Education
- Alma mater: Trinity College, Cambridge

Philosophical work
- Era: Contemporary philosophy
- Region: Western philosophy
- School: Analytic
- Institutions: University of British Columbia, University of Aberdeen
- Main interests: Epistemology, metaphysics, philosophy of logic, philosophy of language, philosophy of mathematics, philosophy of love

= Carrie Ichikawa Jenkins =

Canadian philosopher

Carrie Ichikawa Jenkins is a Canadian philosopher who holds a Canada Research Chair and is Professor of Philosophy at the University of British Columbia. She is also a professor at the Northern Institute of Philosophy, University of Aberdeen. Her primary research areas are epistemology, metaphysics, philosophy of logic, philosophy of language, and philosophy of mathematics. She is one of the principal editors of the journal Thought.

==Education and career==
Jenkins holds BA, MPhil and PhD degrees in philosophy from Trinity College, Cambridge.

She has held teaching and research positions at the University of St Andrews, the Australian National University, the University of Michigan and the University of Nottingham.
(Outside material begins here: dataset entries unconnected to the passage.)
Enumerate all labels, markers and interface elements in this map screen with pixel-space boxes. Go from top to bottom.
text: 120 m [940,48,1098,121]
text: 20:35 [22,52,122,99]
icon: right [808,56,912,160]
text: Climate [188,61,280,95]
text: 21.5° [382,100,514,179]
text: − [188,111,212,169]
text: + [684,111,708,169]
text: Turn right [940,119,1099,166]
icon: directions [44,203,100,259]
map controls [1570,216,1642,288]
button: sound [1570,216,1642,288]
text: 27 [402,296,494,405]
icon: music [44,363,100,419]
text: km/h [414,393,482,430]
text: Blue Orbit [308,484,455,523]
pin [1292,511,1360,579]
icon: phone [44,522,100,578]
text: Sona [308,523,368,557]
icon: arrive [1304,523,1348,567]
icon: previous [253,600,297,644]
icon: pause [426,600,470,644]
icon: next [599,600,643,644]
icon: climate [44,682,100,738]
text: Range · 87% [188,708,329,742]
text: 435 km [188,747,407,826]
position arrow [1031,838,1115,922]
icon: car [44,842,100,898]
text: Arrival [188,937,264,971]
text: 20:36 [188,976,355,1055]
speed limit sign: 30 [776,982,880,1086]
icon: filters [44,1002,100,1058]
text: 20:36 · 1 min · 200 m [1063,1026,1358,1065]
She was head of the department of philosophy at the University of Nottingham from 2010 to 2011.

Jenkins was awarded a Canada Research Chair by the Canadian Government in 2011.

Jenkins is also a member of the philosophy-themed musical group The 21st Century Monads.

Jenkins has advocated for a more holistic view of academic life, blending creative writing, public engagement, and even tarot readings into her philosophical practice. She refers to this interdisciplinary integration as a form of "life crafting" and "love crafting," emphasizing flexibility and resistance to institutional constraints.

Jenkins became involved in a dispute with Brian Leiter, a professor at the University of Chicago and then editor of the Philosophical Gourmet Report. His emailed remarks about Jenkins led to hundreds of philosophers refusing to provide data for the report, and ultimately led to his stepping down as its editor.

==Personal life==
As of 2017, Jenkins has both a boyfriend and a husband. That year she stated, "I've been openly nonmonogamous for five or six years. Over the last four years, I’ve been involved in several long-term simultaneous relationships, and so the term polyamory has felt more appropriate."

==Selected publications==
- Grounding Concepts: An Empirical Basis for Arithmetical Knowledge (OUP, 2008, ISBN 978-0-19-923157-7)
- 'The Philosophy of Flirting': http://media.wiley.com/product_data/excerpt/25/14443302/1444330225.pdf
- 'Concepts, Experience and Modal Knowledge': http://onlinelibrary.wiley.com/doi/10.1111/j.1520-8583.2010.00193.x/abstract
- 'Romeo, René, and the Reasons Why: What Explanation Is': http://onlinelibrary.wiley.com/doi/10.1111/j.1467-9264.2008.00236.x/abstract
- What Love Is: And What It Could Be. United States: Basic Books, 2017.